[[ Material provided, beginning ]]
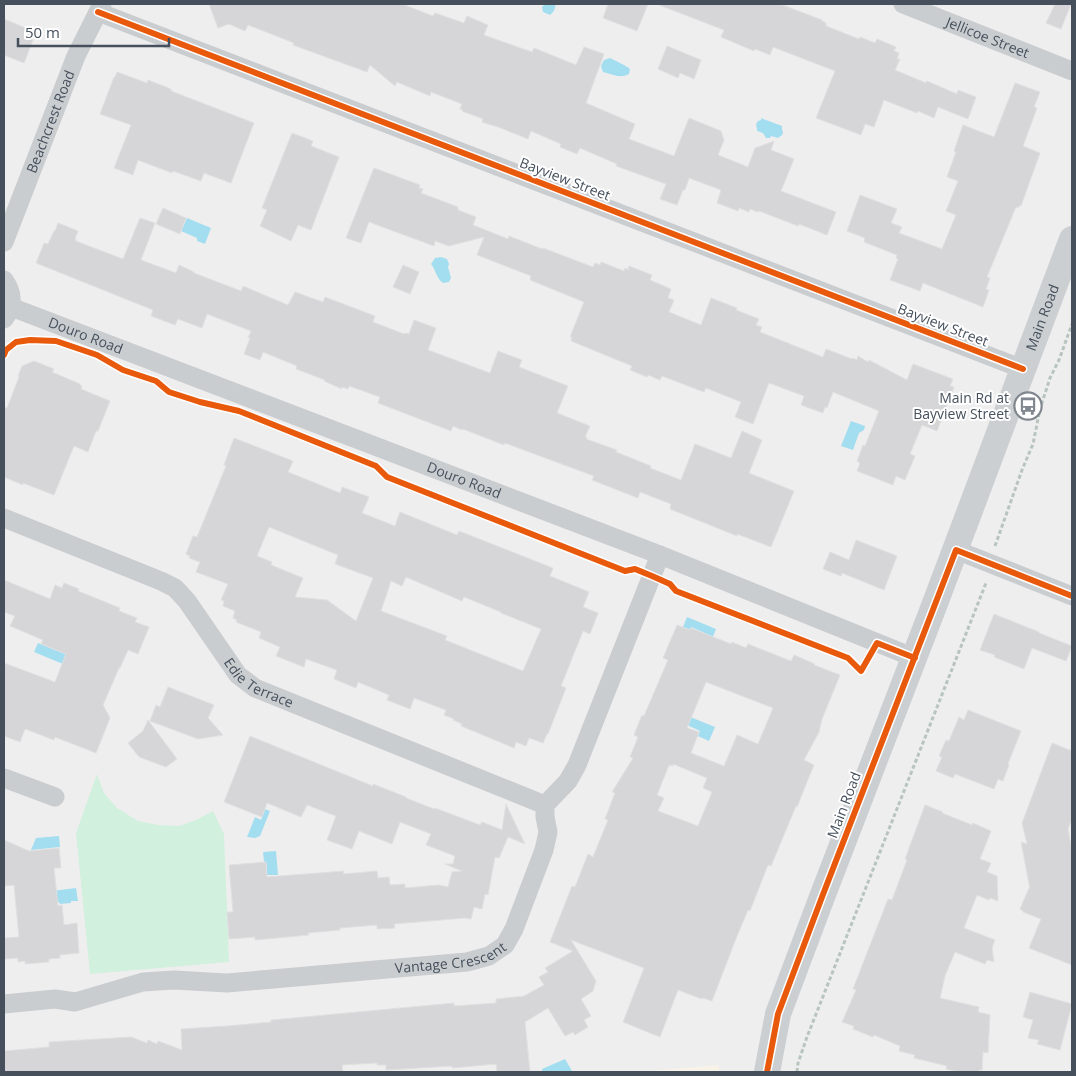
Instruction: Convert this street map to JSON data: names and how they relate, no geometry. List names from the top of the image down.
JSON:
{
  "streets": {
    "main road": ["Main Road"],
    "street": [
      "Jellicoe Street",
      "Beachcrest Road",
      "Bayview Street",
      "Douro Road",
      "Edie Terrace",
      "Vantage Crescent"
    ]
  },
  "crossings": [
    ["Beachcrest Road", "Bayview Street"],
    ["Bayview Street", "Main Road"],
    ["Main Road", "Douro Road"],
    ["Edie Terrace", "Vantage Crescent"]
  ],
  "places": {
    "bus stop": ["Main Rd at Bayview Street"]
  },
  "scale_bar": "50 m"
}
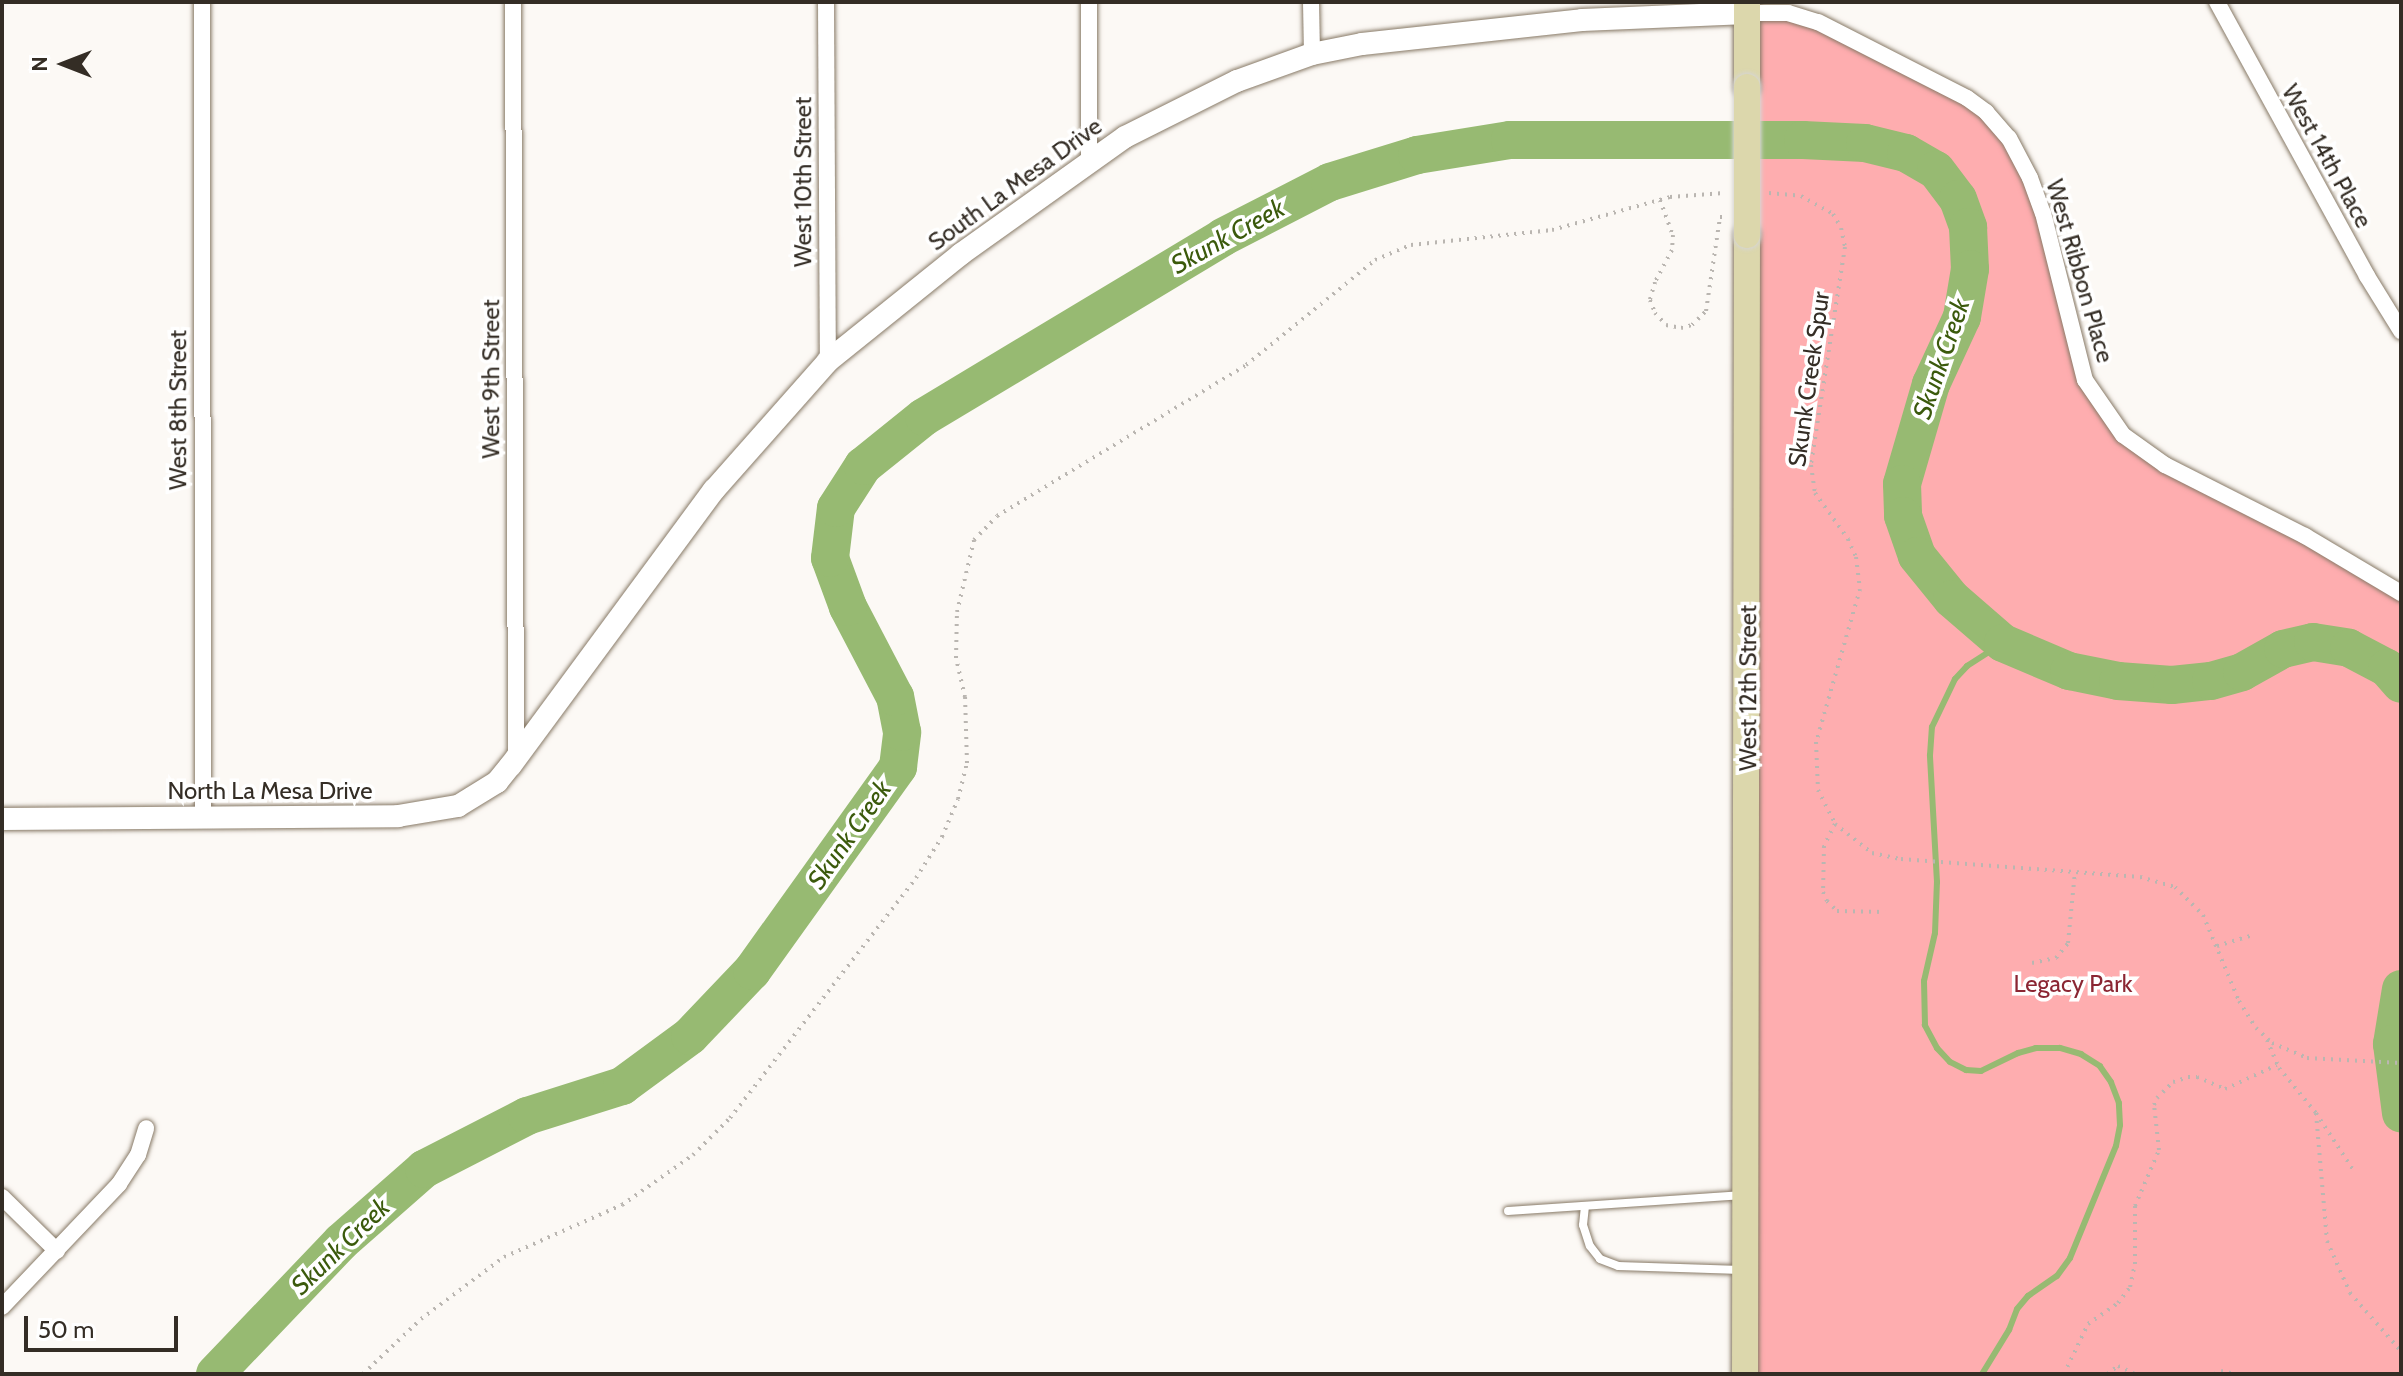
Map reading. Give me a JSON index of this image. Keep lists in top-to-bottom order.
{
  "streets": {
    "main road": ["West 12th Street"],
    "street": [
      "West 14th Place",
      "West 10th Street",
      "South La Mesa Drive",
      "West Ribbon Place",
      "West 9th Street",
      "West 8th Street",
      "North La Mesa Drive"
    ],
    "path": ["Skunk Creek Spur"]
  },
  "crossings": [
    ["West 10th Street", "South La Mesa Drive"],
    ["South La Mesa Drive", "West Ribbon Place"],
    ["South La Mesa Drive", "West 9th Street"],
    ["South La Mesa Drive", "West 12th Street"],
    ["South La Mesa Drive", "North La Mesa Drive"],
    ["West Ribbon Place", "West 12th Street"],
    ["West 9th Street", "North La Mesa Drive"],
    ["West 8th Street", "North La Mesa Drive"]
  ],
  "water": ["Skunk Creek"],
  "parks": ["Legacy Park"],
  "scale_bar": "50 m",
  "north": "left"
}
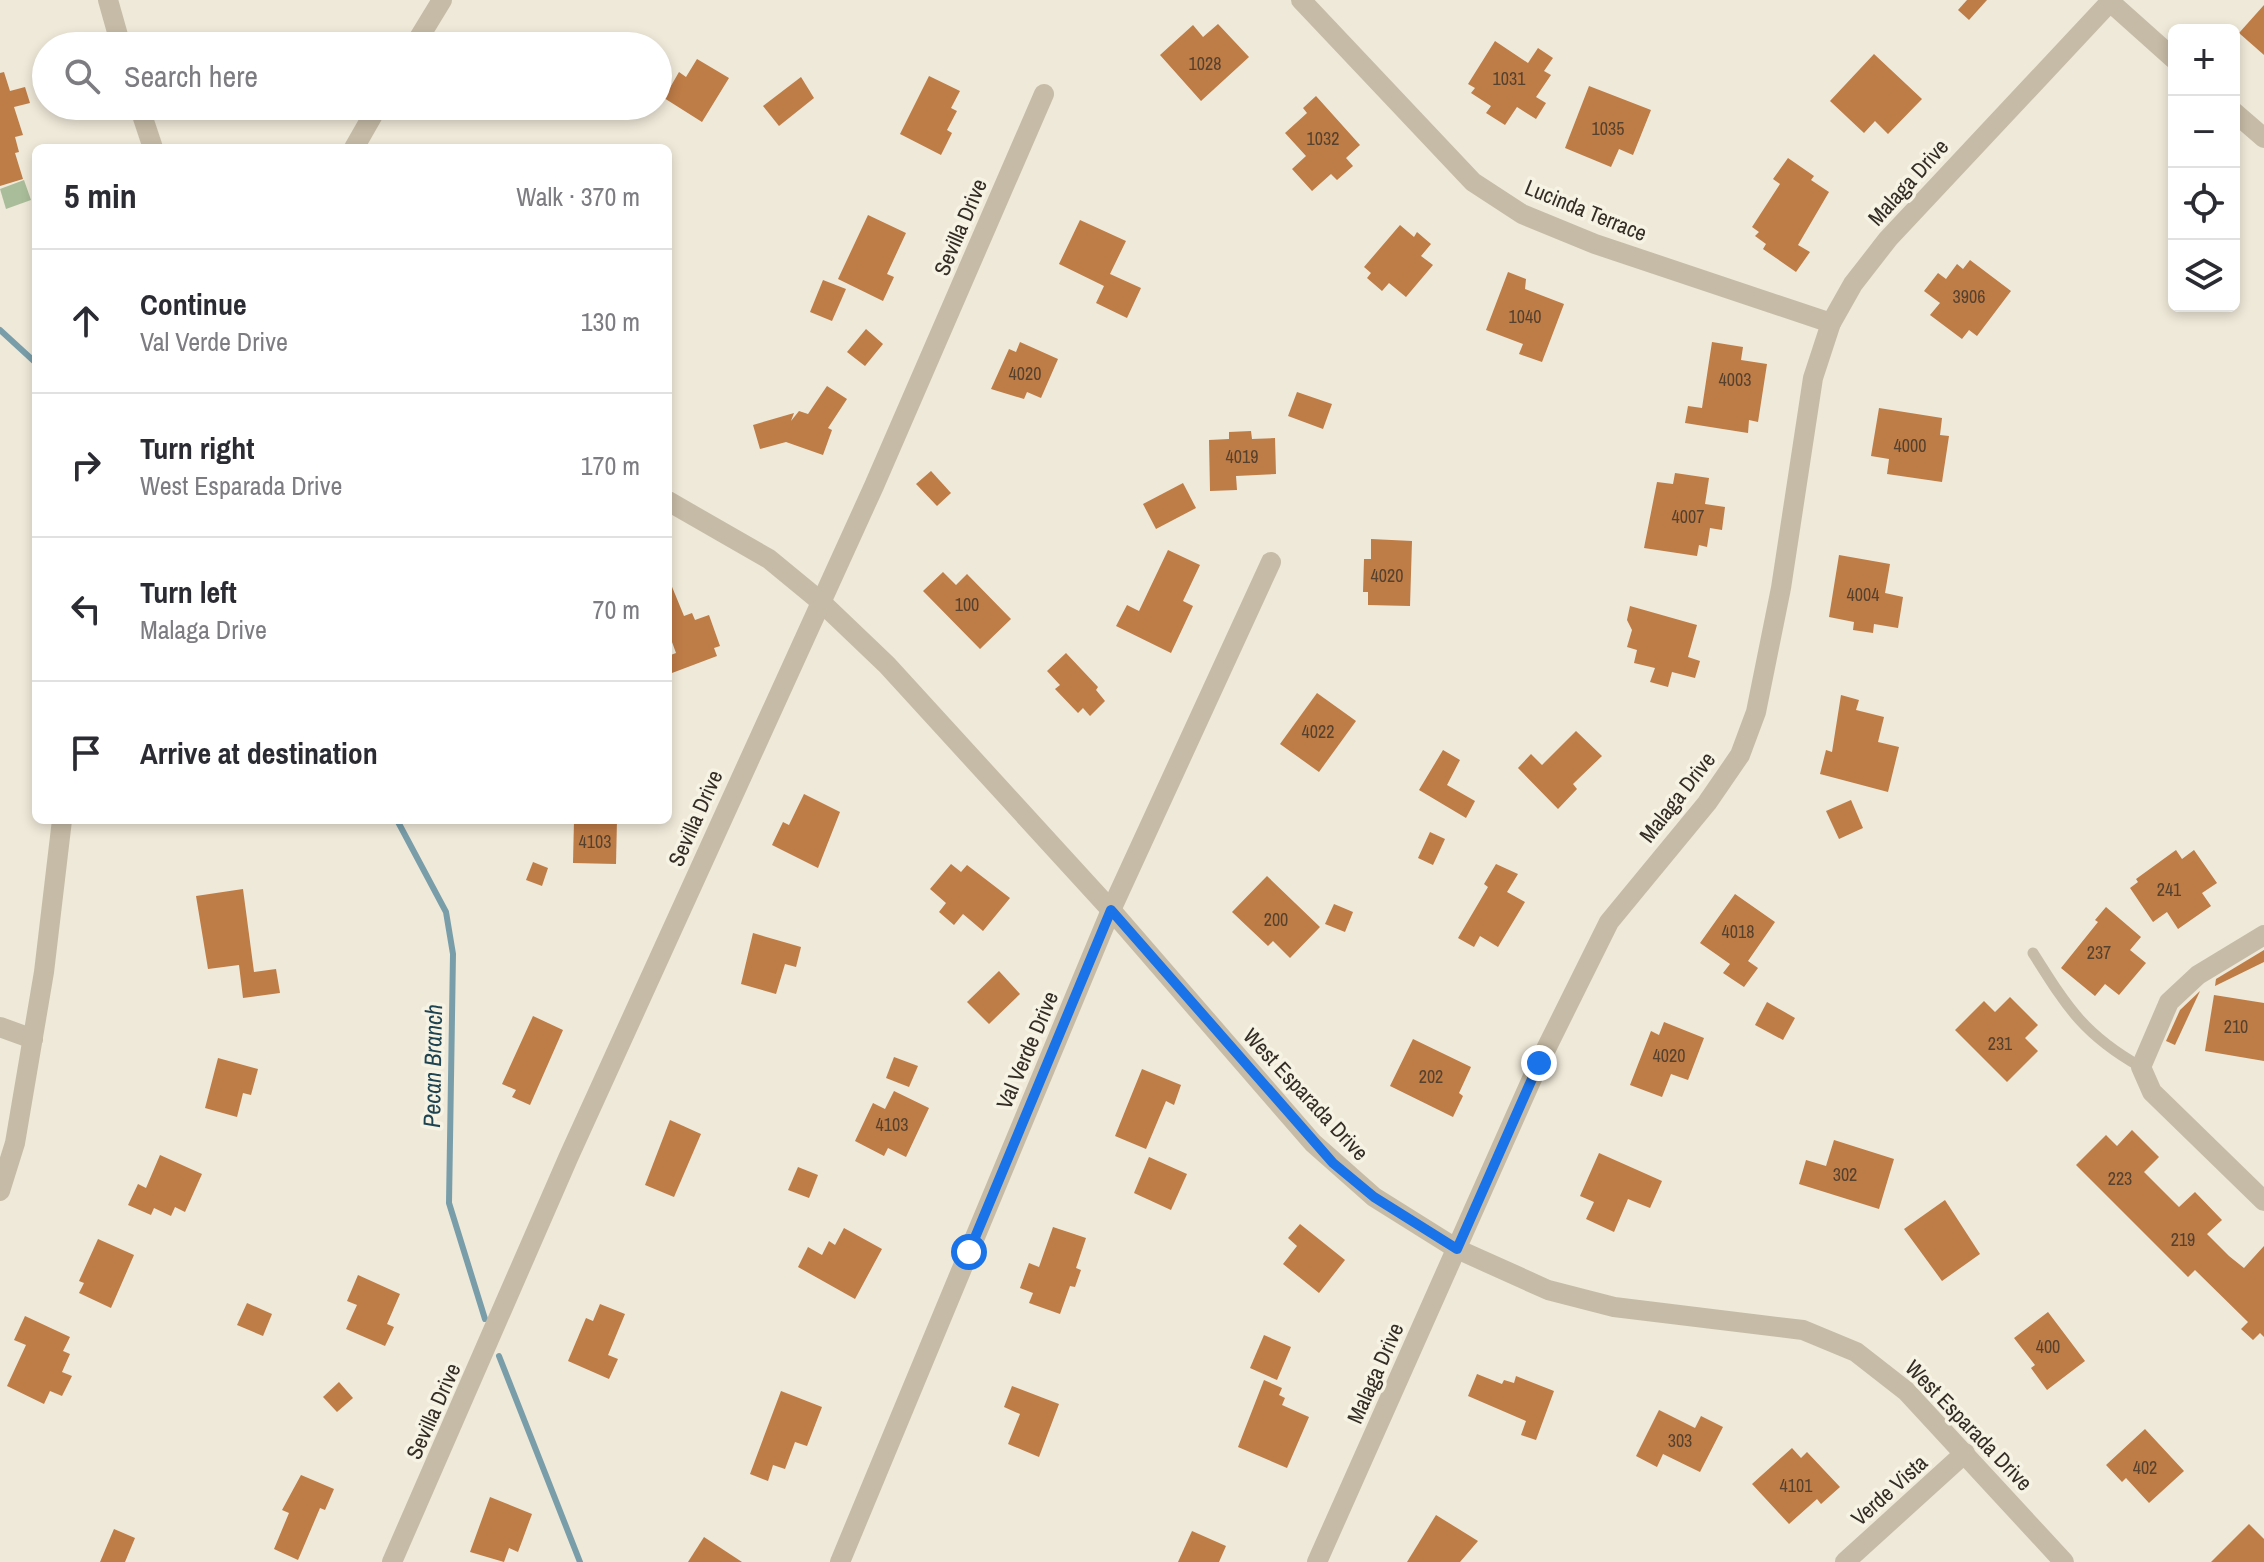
[[ Material provided, end ]]
■ The task: Give the entries above again exactly, minus their pictures.

■ Exercise output:
Instruction: Convert this street map to JSON data: names and how they relate, no geometry. List names from the top of the image down.
JSON:
{
  "streets": {
    "main road": ["Main Road"],
    "street": [
      "Jellicoe Street",
      "Beachcrest Road",
      "Bayview Street",
      "Douro Road",
      "Edie Terrace",
      "Vantage Crescent"
    ]
  },
  "crossings": [
    ["Beachcrest Road", "Bayview Street"],
    ["Bayview Street", "Main Road"],
    ["Main Road", "Douro Road"],
    ["Edie Terrace", "Vantage Crescent"]
  ],
  "places": {
    "bus stop": ["Main Rd at Bayview Street"]
  },
  "scale_bar": "50 m"
}
Map reading. Give me a JSON index of this image. Keep lists in top-to-bottom order.
{
  "streets": {
    "main road": ["West 12th Street"],
    "street": [
      "West 14th Place",
      "West 10th Street",
      "South La Mesa Drive",
      "West Ribbon Place",
      "West 9th Street",
      "West 8th Street",
      "North La Mesa Drive"
    ],
    "path": ["Skunk Creek Spur"]
  },
  "crossings": [
    ["West 10th Street", "South La Mesa Drive"],
    ["South La Mesa Drive", "West Ribbon Place"],
    ["South La Mesa Drive", "West 9th Street"],
    ["South La Mesa Drive", "West 12th Street"],
    ["South La Mesa Drive", "North La Mesa Drive"],
    ["West Ribbon Place", "West 12th Street"],
    ["West 9th Street", "North La Mesa Drive"],
    ["West 8th Street", "North La Mesa Drive"]
  ],
  "water": ["Skunk Creek"],
  "parks": ["Legacy Park"],
  "scale_bar": "50 m",
  "north": "left"
}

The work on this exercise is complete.